Activity: To complete the exercise, write out all the data exactly.

Dataset entries
───

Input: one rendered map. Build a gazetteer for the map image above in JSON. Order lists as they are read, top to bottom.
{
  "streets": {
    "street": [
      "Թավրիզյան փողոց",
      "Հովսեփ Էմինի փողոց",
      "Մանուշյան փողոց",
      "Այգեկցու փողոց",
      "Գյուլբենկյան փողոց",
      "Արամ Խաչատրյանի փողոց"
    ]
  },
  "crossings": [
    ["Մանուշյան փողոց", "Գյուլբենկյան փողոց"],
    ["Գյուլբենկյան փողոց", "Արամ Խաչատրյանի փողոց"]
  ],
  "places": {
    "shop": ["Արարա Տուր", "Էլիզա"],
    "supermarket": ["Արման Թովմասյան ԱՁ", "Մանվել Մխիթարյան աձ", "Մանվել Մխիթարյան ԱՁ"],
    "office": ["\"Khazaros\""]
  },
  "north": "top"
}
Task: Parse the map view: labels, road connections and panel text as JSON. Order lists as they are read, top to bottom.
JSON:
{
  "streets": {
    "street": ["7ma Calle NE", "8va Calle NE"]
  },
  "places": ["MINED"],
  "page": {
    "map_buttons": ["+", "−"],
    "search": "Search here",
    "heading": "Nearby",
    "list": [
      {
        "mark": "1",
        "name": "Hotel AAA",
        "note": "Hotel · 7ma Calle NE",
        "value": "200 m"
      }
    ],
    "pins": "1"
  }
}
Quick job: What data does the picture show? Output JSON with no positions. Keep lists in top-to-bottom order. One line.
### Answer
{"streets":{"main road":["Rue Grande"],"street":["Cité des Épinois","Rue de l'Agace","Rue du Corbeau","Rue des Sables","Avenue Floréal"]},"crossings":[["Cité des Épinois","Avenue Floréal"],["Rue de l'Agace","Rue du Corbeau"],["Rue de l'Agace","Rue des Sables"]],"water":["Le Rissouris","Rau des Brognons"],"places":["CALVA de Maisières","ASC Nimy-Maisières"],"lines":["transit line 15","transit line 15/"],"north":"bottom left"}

───

Written solution:
Input: one rendered map. Build a gazetteer for the map image above in JSON. Order lists as they are read, top to bottom.
{
  "streets": {
    "street": [
      "Թավրիզյան փողոց",
      "Հովսեփ Էմինի փողոց",
      "Մանուշյան փողոց",
      "Այգեկցու փողոց",
      "Գյուլբենկյան փողոց",
      "Արամ Խաչատրյանի փողոց"
    ]
  },
  "crossings": [
    ["Մանուշյան փողոց", "Գյուլբենկյան փողոց"],
    ["Գյուլբենկյան փողոց", "Արամ Խաչատրյանի փողոց"]
  ],
  "places": {
    "shop": ["Արարա Տուր", "Էլիզա"],
    "supermarket": ["Արման Թովմասյան ԱՁ", "Մանվել Մխիթարյան աձ", "Մանվել Մխիթարյան ԱՁ"],
    "office": ["\"Khazaros\""]
  },
  "north": "top"
}
Task: Parse the map view: labels, road connections and panel text as JSON. Order lists as they are read, top to bottom.
JSON:
{
  "streets": {
    "street": ["7ma Calle NE", "8va Calle NE"]
  },
  "places": ["MINED"],
  "page": {
    "map_buttons": ["+", "−"],
    "search": "Search here",
    "heading": "Nearby",
    "list": [
      {
        "mark": "1",
        "name": "Hotel AAA",
        "note": "Hotel · 7ma Calle NE",
        "value": "200 m"
      }
    ],
    "pins": "1"
  }
}
Quick job: What data does the picture show? Output JSON with no positions. Keep lists in top-to-bottom order. One line.
### Answer
{"streets":{"main road":["Rue Grande"],"street":["Cité des Épinois","Rue de l'Agace","Rue du Corbeau","Rue des Sables","Avenue Floréal"]},"crossings":[["Cité des Épinois","Avenue Floréal"],["Rue de l'Agace","Rue du Corbeau"],["Rue de l'Agace","Rue des Sables"]],"water":["Le Rissouris","Rau des Brognons"],"places":["CALVA de Maisières","ASC Nimy-Maisières"],"lines":["transit line 15","transit line 15/"],"north":"bottom left"}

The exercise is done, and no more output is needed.